You’ve no doubt heard the refrain that companies doing business in the U.S. are facing more regulation than ever before. An analysis by libertarian think-tank Mercatus Center would back that up (the U.S. had a nearly 16% increase in the number of regulatory restrictions between 2006 and 2019). But it’s not fair to say that regulation applies equally across the board. MirrorWeb’s Harriet Christie discusses the regulatory picture across three major industries.
RegTech companies perform exactly the function you’d expect; they provide technology used by businesses to manage and enhance regulatory processes in order to achieve and prove compliance. This red-hot sector is growing at a pace of nearly 20% per year and is expected to hit about $22 billion just five years from now, according to projections.
And since the majority of RegTech providers create products for the financial services industry, is it any wonder that the finance sector is one of the most heavily regulated, according to Mercatus data? But finance isn’t the only industry carrying (or expecting to carry) a heavy regulatory burden. Below we’ll look at three other industries that are becoming increasingly regulated as time passes.
One of the difficulties with regulating cybersecurity, and previously a deterrent, is that it is “an industry founded in rulebreaking.” How do you regulate a sector built to protect computer systems, when those levying the threats operate outside of any rulebook and constantly devise new means of breaching the systems they’re targeting? Any regulatory framework can never be truly current; it’s a question of being as up-to-date as possible.
In March 2022, SEC Chairman Gary Gensler proposed rules to enhance and standardize disclosures regarding cybersecurity risk management, strategy, governance and incident reporting by public companies. These disclosures are intended to keep investors better informed and include reporting around cybersecurity incidents, plus periodic reporting for updates on previously reported incidents, as well as policies and procedures to identify and manage cyber risk.

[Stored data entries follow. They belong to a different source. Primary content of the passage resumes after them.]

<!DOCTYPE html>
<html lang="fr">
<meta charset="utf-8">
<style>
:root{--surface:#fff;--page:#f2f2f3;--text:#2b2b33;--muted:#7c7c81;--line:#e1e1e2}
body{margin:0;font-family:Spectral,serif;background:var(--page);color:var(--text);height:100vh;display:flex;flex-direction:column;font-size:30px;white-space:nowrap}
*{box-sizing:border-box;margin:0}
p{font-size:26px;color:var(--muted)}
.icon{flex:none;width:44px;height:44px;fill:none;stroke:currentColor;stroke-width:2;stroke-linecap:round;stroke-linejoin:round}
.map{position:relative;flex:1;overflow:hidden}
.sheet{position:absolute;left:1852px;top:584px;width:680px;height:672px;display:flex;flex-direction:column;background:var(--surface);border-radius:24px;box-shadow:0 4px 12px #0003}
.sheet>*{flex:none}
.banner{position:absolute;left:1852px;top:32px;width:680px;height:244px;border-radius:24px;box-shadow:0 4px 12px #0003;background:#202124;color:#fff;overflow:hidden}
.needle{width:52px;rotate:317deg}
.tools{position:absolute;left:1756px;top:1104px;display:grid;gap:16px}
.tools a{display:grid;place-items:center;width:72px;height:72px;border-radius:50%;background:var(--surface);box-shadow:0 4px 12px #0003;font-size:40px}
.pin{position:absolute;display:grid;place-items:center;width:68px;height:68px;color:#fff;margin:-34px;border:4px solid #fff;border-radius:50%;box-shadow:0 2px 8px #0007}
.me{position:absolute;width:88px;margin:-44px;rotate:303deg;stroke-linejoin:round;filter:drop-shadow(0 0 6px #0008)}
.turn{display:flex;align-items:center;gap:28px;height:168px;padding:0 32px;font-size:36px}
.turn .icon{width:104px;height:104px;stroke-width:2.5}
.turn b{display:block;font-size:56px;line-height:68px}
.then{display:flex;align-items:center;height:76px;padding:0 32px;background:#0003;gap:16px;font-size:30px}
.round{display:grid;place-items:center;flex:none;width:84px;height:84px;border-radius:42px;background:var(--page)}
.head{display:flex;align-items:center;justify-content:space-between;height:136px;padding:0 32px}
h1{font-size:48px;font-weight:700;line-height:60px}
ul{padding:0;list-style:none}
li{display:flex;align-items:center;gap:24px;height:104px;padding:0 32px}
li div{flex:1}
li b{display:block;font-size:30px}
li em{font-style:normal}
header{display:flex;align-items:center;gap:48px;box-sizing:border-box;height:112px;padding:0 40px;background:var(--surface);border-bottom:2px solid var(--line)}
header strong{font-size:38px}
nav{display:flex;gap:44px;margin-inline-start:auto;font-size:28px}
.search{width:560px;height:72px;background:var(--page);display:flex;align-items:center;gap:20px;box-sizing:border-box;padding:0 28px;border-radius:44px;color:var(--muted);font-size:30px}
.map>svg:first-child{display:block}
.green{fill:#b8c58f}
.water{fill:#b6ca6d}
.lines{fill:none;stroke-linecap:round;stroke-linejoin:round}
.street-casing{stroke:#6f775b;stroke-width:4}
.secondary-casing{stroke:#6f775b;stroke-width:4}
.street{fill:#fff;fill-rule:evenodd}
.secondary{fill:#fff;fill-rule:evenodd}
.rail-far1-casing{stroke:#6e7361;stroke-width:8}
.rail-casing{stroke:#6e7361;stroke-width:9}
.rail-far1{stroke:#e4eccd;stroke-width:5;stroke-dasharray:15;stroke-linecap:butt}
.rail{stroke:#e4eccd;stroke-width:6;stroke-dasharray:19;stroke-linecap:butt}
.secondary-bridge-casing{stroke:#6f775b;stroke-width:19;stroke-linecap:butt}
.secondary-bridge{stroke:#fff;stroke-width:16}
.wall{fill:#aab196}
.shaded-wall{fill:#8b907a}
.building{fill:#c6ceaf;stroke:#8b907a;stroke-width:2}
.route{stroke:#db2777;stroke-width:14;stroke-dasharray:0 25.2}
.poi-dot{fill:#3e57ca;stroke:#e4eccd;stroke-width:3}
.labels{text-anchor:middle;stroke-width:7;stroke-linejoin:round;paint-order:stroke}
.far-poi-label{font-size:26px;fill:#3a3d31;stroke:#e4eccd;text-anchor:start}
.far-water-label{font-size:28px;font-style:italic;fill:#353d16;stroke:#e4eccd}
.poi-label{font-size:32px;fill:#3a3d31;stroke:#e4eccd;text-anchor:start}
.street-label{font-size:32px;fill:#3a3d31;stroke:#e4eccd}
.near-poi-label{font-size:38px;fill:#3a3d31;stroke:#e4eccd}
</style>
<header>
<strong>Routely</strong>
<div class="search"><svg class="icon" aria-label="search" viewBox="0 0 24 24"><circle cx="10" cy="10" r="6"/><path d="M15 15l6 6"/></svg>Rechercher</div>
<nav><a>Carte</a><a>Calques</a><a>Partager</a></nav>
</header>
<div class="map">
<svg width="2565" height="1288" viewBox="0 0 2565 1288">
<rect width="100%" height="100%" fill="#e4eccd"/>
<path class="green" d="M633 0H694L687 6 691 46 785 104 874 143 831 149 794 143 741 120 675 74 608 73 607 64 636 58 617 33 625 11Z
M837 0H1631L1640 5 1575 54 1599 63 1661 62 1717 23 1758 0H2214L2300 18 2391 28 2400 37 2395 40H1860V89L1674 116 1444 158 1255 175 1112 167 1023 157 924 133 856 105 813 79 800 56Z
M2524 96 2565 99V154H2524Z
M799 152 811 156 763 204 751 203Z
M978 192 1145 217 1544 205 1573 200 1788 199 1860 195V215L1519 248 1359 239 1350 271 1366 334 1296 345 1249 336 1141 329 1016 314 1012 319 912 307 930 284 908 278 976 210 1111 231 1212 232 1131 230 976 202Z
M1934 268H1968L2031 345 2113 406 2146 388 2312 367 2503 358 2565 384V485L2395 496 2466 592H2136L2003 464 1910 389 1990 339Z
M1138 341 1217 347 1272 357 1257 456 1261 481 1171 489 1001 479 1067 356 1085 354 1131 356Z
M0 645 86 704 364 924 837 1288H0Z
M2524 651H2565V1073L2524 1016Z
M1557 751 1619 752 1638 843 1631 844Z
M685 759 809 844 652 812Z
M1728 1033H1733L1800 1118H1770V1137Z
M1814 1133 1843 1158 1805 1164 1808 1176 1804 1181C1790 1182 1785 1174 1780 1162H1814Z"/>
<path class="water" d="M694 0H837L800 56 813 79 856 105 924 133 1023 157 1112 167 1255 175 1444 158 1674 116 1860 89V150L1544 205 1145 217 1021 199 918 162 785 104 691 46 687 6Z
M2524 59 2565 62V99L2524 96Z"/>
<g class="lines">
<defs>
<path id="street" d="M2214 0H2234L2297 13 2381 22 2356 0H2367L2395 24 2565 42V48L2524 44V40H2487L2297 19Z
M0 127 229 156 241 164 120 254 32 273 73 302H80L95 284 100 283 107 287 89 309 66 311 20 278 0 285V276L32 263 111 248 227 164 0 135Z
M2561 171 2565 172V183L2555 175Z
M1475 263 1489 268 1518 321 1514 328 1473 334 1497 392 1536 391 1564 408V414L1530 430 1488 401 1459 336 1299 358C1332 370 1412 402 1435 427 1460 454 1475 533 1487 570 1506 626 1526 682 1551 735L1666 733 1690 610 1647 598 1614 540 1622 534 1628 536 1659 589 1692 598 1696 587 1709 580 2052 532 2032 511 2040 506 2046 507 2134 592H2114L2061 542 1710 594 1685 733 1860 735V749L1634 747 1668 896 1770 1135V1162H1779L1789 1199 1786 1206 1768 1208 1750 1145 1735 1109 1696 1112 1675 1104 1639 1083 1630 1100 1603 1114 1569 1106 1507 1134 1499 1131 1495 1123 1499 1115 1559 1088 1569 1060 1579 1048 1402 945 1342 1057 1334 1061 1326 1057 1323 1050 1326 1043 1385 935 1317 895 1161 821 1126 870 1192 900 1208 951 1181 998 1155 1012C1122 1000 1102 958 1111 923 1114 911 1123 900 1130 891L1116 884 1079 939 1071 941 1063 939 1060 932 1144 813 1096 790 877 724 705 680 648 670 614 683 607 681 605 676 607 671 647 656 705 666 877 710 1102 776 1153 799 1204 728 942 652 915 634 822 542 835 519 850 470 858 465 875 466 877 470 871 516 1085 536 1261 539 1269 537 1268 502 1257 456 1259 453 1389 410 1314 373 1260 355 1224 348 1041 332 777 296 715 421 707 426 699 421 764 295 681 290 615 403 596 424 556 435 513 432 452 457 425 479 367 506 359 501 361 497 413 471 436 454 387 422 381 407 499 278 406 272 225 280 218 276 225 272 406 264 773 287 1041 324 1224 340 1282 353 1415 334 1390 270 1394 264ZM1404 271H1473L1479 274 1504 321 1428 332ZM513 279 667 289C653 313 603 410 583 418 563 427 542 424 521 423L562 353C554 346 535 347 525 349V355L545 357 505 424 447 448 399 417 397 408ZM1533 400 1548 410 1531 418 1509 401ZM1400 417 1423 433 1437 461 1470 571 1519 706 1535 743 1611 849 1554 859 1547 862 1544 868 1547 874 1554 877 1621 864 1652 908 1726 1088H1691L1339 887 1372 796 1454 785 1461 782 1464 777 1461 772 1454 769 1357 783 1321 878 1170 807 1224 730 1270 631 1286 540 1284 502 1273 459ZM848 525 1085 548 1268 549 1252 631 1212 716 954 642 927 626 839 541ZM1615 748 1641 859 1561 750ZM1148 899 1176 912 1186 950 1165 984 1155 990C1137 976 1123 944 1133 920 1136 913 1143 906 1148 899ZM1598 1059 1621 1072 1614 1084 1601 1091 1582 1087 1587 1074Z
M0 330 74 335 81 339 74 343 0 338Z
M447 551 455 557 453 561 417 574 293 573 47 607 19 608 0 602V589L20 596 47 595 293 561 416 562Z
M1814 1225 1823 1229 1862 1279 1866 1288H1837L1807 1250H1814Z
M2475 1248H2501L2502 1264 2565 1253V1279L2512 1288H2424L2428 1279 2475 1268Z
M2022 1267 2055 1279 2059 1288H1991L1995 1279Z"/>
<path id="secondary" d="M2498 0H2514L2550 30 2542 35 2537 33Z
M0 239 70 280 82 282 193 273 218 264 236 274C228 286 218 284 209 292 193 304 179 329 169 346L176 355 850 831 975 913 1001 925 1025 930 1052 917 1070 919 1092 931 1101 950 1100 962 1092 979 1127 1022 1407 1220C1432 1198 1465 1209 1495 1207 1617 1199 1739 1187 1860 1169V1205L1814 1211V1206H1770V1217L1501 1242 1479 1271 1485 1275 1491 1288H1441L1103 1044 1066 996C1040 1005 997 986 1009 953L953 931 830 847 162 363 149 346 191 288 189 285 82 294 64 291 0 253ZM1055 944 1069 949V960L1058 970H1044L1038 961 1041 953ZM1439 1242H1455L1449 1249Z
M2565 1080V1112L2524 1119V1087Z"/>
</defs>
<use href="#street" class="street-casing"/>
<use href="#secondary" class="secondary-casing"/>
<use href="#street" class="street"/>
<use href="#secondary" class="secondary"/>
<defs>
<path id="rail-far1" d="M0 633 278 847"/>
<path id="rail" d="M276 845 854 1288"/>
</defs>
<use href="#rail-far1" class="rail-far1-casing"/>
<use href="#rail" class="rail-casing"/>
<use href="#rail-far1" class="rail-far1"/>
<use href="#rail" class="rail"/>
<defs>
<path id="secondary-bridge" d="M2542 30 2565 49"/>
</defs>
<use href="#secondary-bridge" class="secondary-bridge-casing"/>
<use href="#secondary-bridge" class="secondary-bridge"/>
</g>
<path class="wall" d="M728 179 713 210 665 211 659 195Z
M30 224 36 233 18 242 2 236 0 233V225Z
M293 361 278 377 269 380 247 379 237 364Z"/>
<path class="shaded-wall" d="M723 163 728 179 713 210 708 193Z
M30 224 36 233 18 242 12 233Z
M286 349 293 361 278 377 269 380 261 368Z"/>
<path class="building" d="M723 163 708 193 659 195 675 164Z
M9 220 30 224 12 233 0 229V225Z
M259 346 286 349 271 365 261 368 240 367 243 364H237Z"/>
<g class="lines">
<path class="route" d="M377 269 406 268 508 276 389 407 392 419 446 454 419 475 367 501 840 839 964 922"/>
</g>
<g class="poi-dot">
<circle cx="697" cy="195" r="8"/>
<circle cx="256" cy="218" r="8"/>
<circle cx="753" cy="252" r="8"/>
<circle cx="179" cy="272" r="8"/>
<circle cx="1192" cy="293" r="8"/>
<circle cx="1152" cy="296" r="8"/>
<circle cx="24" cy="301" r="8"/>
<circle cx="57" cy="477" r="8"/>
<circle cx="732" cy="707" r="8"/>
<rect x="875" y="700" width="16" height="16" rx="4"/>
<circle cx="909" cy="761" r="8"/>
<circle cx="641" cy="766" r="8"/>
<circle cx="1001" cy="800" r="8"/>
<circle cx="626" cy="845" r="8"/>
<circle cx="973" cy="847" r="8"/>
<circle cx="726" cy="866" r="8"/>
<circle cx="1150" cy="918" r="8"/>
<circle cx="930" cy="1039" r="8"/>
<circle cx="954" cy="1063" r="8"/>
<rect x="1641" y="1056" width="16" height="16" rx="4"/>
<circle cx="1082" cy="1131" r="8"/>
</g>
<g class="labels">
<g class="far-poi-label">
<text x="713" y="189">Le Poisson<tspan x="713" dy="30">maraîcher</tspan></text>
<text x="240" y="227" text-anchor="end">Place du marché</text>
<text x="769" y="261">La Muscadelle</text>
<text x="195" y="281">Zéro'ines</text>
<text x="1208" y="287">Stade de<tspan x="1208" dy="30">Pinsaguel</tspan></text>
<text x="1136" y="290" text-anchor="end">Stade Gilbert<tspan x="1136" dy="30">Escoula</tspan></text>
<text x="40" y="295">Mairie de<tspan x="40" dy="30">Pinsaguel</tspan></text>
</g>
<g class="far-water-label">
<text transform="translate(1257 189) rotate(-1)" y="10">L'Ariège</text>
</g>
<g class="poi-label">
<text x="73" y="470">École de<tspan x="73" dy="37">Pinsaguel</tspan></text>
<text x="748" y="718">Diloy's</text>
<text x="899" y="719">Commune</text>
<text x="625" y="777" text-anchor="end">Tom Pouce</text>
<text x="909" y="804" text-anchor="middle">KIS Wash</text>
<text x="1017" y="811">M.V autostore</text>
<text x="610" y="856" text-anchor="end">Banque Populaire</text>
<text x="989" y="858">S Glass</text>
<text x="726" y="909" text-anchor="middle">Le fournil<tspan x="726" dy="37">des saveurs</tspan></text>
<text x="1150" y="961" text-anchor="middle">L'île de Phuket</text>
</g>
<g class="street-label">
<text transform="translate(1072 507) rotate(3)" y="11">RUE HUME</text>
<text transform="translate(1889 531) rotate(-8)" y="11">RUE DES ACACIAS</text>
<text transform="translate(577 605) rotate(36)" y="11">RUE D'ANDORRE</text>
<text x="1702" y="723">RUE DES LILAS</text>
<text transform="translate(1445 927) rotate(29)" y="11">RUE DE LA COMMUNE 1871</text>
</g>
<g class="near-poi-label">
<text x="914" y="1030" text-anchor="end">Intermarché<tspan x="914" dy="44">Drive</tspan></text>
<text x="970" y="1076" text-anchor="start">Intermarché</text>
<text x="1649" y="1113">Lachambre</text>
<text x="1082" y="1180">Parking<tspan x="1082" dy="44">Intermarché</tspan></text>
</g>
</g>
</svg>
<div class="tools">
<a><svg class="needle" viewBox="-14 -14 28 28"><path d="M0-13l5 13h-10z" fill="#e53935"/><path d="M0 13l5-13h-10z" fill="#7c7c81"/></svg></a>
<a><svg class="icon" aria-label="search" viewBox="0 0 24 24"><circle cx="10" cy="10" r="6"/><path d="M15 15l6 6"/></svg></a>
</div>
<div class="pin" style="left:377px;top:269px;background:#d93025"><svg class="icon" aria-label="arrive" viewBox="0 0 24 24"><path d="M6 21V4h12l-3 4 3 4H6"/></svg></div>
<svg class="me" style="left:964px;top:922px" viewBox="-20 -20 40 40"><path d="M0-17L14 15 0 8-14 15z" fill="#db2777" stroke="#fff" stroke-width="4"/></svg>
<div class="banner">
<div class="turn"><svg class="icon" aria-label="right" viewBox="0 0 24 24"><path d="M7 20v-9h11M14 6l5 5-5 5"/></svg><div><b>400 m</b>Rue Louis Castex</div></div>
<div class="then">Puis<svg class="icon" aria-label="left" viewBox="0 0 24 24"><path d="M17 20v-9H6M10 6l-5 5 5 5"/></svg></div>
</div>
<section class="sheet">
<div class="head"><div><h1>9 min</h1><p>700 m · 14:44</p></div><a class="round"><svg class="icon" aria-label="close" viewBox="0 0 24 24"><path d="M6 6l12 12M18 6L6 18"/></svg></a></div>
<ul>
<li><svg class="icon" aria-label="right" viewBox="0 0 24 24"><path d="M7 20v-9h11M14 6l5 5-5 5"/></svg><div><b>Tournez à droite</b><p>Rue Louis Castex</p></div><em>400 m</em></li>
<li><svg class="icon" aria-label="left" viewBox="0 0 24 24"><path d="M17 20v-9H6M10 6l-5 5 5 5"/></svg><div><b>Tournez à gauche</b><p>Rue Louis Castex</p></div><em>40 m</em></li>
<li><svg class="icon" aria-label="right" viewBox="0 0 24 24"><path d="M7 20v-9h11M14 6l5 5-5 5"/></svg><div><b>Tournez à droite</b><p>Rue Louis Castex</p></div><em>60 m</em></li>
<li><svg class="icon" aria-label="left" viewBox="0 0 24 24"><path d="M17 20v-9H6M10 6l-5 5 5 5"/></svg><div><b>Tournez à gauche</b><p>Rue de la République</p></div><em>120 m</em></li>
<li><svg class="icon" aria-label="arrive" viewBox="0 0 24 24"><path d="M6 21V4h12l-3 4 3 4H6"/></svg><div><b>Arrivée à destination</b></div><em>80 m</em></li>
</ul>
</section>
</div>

The healthcare industry accumulates an enormous amount of sensitive patient data on a daily basis, particularly in a world of increasing virtual consultations. Healthcare organizations are obliged to meet HIPAA’s regulatory requirements, and the use of new and varied communications has made compliance increasingly difficult.
The government has used its discretion in penalizing HIPAA noncompliance occurring in good faith during the Covid-19 public health emergency and beyond. This meant that the provision of telehealth services was relaxed, “allowing providers to deliver care through a broad range of devices and technology platforms.”
While such a reprieve was pragmatic and undoubtedly welcome, compliance officers need to be aware that it’s not a permanent resolution. Although some telehealth flexibilities have become a permanent part of the landscape, others are set to expire, though efforts are ongoing to extend them.
The administration used the pandemic as a time to investigate illicit areas of telehealth, such as telefraud scams that leverage aggressive marketing (e.g. cold-calling patients) or provide fraudulent telemedicine services. Post pandemic emergency, the government will use these findings to prioritize enforcement, with the Department of Justice’s Health Care Fraud Unit explicitly stating that it is “dedicated to rooting out schemes that have exploited the pandemic.”
Following a tumultuous year in the cryptocurrency market, March 2022 saw President Joe Biden sign an executive order that many considered a significant breakthrough for the industry, demonstrating the administration’s acceptance that crypto was indeed worthy of regulation. This is particularly notable, as it comes just a year after Gensler himself likened the industry to the Wild West, deeming it ungovernable.
The government is, however, starting from scratch on crypto, and months down the line, there is still uncertainty around what this regulatory framework will look like. The executive order was essentially a callout to a variety of relevant organizations (from the Treasury to the SEC) to spend time doing their due diligence, before sharing suggestions around how each of its objectives can be met most effectively.
This constructive and collaborative approach gives the best possible opportunity for the uniform application of regulations from one rulebook, as favored by Gensler. This is strengthened by the fact that several states, including California, have begun to follow the federal lead in issuing their own executive orders in a similar vein.
In an increasingly digital, siloed world, RegTech services will continue to proliferate. Trust from consumers must be earned in different ways and is less contingent on smooth-talking executives than on compliance with the appropriate statutes and regulations.
Corporate conduct can now be held to a higher standard due to the abundance of information at regulators’ disposal. Examples like Deutsche Bank’s recent setback show that large corporations are increasingly accountable and that there are less places to hide in the age of information. The level of scrutiny is growing across the board, and so, by extension, is the number of heavily regulated industries. Crypto, healthcare and cybersecurity are likely just the tip of the iceberg.